The driver, thankfully, only suffered a sore neck (nearly broke it, if it had rolled one more time), and AutoWeek devoted their entire issue to this vehicle which had been designed to put an affordable small SUV Jeep into the hands of consumers.
DaimlerChrysler balked and basically claimed that THE TEST WAS NOT A REAL WORLD TEST. AutoWeek called bullshit and basically said, "Uh, yeah it is -- if a driver has to make a quick lane change and or dodge something in the road, it's as real world as it gets."
http://www.autoweek.com/article.cms?articleId=416
I seem to remember that DaimlerChrysler continued to balk at the test, but in fact they ended up making center of gravity changes to the vehicle (suspension and ride height, perhaps?) over the course of the next model year.
Sounds like the same crap that Renault is doing here.

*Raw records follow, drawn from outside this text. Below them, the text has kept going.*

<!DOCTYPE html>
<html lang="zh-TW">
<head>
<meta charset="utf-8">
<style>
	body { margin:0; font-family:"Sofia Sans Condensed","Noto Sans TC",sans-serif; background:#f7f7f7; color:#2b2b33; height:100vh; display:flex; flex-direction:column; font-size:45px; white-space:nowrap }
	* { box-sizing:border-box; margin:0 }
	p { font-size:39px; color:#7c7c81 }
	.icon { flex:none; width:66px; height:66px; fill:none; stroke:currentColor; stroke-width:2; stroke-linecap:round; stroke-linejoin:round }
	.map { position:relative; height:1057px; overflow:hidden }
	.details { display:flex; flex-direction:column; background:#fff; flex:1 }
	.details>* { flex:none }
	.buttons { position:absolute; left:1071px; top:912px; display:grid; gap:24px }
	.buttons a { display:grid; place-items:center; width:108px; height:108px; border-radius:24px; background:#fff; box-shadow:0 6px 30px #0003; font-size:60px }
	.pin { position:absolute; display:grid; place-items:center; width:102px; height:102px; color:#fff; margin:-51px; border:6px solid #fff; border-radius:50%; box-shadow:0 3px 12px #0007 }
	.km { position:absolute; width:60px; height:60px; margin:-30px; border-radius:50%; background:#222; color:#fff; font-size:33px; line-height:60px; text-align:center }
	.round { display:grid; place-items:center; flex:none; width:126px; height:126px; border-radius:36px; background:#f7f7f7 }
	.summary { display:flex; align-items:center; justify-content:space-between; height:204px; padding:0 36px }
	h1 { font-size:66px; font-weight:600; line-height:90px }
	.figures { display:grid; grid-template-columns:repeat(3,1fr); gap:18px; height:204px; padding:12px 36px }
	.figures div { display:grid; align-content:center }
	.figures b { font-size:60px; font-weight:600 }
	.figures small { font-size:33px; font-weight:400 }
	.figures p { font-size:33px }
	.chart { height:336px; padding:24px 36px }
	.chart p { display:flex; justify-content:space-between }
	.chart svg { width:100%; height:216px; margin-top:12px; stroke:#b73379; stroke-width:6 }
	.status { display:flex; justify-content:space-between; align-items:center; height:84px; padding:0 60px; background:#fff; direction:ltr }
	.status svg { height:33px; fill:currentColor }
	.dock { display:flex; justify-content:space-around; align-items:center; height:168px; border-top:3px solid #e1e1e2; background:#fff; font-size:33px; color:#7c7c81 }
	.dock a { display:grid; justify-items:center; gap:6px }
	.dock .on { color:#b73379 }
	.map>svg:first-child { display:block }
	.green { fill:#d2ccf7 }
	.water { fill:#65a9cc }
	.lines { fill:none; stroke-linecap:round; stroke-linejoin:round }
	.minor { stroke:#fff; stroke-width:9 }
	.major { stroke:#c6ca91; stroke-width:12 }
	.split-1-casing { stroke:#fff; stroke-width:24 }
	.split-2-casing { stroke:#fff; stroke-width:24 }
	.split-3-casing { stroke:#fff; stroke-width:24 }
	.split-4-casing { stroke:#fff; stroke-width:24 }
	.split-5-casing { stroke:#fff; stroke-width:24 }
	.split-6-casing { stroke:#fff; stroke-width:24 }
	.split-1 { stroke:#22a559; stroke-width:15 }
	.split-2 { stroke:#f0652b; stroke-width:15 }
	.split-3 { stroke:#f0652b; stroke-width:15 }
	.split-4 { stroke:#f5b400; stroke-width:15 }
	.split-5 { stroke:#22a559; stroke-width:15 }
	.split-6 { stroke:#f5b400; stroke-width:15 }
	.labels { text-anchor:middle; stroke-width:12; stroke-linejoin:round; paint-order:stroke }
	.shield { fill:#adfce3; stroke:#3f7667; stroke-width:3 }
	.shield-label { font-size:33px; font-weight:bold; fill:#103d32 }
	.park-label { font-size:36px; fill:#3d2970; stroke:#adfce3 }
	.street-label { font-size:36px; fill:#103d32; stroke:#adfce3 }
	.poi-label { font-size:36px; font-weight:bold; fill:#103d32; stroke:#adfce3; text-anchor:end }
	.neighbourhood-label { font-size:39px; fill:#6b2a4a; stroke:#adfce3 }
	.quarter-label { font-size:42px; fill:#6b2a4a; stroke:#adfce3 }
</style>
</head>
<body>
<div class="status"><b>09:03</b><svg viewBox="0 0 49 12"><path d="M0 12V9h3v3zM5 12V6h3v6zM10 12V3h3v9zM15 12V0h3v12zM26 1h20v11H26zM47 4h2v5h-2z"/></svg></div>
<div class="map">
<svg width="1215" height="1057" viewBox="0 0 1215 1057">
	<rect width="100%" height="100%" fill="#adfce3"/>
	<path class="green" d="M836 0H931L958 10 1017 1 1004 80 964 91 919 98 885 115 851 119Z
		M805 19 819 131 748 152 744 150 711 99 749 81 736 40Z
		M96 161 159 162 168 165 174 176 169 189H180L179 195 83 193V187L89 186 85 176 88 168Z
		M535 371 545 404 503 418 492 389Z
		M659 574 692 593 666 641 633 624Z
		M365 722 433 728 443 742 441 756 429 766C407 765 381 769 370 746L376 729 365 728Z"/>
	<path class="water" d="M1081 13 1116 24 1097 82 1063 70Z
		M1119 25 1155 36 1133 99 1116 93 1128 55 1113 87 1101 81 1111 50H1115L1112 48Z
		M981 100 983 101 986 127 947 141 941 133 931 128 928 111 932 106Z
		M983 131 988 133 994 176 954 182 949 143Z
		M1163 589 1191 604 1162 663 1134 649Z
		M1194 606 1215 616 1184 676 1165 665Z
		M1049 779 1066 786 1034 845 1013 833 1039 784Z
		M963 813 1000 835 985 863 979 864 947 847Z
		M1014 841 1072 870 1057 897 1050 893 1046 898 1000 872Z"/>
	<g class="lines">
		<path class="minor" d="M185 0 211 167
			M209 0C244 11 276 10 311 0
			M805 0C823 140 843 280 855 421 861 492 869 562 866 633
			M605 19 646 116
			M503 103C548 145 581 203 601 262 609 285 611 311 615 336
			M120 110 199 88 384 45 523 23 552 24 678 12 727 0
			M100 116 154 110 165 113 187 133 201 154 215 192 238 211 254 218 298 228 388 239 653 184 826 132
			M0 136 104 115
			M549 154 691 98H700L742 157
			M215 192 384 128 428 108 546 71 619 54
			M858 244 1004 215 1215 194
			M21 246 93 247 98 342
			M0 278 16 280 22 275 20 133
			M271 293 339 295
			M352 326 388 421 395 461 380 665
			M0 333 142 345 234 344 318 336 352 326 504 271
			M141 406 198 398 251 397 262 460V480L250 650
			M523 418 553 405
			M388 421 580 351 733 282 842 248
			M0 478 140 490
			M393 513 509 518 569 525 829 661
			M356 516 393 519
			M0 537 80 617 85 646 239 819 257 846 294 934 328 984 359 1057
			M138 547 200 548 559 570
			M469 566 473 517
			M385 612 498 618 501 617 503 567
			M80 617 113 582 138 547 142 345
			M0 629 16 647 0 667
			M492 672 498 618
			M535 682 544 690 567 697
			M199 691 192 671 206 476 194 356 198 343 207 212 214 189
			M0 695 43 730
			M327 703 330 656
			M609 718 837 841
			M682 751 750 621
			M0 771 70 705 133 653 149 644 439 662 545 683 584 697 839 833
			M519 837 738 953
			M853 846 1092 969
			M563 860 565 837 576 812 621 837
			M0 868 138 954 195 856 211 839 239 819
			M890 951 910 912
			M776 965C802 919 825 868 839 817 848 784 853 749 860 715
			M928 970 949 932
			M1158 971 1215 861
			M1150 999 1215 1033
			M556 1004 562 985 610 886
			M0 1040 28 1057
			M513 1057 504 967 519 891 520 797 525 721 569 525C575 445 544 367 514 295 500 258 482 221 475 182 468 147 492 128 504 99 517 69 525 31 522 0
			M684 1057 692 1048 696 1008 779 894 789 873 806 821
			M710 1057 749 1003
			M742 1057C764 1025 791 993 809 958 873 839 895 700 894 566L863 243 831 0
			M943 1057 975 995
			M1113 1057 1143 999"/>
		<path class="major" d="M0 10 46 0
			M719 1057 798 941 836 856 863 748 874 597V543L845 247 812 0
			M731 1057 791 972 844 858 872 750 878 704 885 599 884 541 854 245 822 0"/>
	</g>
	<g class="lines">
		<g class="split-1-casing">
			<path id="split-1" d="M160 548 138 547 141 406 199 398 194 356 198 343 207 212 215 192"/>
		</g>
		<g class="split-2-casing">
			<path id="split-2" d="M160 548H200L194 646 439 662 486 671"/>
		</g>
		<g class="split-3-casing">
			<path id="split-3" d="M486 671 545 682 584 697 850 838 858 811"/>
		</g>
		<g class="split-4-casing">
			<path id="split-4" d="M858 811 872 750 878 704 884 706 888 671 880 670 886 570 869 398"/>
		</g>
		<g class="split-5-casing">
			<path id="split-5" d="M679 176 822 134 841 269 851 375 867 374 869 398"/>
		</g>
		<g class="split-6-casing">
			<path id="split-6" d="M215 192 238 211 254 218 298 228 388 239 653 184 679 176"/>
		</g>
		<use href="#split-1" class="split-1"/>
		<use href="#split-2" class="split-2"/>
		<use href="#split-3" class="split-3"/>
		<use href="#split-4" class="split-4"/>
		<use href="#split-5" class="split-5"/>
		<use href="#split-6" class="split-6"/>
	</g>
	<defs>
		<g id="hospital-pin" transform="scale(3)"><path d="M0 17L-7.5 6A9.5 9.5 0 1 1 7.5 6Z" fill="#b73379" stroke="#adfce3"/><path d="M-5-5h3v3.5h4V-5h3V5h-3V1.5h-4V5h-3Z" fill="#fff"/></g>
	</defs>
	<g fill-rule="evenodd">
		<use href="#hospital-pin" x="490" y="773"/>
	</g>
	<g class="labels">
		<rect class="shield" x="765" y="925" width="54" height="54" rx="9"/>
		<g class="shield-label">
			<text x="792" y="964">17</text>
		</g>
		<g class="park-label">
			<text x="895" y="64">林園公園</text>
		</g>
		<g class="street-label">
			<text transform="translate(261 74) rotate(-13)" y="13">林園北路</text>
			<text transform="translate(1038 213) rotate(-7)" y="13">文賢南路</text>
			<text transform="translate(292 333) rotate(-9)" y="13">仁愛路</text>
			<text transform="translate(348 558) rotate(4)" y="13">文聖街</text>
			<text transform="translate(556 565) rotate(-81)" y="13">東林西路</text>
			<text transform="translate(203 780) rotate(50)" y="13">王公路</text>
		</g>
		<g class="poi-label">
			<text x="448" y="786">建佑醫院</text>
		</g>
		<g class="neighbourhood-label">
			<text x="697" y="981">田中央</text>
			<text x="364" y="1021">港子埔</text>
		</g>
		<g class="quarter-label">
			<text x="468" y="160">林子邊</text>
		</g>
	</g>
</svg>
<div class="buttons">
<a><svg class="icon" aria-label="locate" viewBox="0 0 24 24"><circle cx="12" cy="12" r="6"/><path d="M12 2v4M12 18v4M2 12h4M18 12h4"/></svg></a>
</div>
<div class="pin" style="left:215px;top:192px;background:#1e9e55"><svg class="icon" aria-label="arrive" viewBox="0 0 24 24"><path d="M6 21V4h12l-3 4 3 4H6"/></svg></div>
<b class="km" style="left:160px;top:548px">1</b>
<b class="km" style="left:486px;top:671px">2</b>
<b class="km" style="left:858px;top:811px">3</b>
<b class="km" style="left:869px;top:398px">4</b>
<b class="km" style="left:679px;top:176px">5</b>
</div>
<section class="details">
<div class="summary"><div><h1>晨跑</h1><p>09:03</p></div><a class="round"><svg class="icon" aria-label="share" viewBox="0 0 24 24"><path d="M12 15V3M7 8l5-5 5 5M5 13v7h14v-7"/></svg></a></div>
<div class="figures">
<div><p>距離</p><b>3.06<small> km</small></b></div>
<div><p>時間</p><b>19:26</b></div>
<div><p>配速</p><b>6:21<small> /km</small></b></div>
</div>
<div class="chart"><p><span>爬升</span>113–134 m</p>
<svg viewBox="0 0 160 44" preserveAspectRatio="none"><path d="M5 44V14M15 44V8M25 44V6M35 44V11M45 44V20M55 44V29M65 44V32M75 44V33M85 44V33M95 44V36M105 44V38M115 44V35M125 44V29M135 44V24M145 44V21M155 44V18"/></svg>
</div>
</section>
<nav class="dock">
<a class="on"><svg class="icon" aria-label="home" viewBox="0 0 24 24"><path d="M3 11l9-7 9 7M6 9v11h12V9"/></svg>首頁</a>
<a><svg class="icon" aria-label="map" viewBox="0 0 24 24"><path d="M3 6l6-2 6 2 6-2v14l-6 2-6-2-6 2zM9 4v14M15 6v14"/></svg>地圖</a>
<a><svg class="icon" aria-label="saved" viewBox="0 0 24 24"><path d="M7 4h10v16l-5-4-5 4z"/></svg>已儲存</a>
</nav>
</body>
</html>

It's funny -- the automotive press gets touted all the time when they LOVE a car and try and hype up the manufacturers' products, but heaven forbid that they also try and save the manufacturer a little legal trouble by finding out these sorts of dangerous rollover issues and what not in pre-production cars. Only the GOOD NEWS, right? Bullshit.
IronChefMorimoto
When I lived in Phoenix, there was a woman who had her Hyundai accelerate out of control. She was blowing through red lights, barely managing to keep her car under control. The police were trying to clear traffic ahead of her, and finally one got in front of her and used his brakes to slow her car down. It was a frightening event, and everyone was just happy that the woman was safe, and that she hadn't killed anyone else.
And then, it happened again. Turns out she was just an attention whore, and nothing was wrong with her Hyundai.
Fascism trolls keeping me up every night. When I starts a preachin', he HITS ME WITH HIS REICH!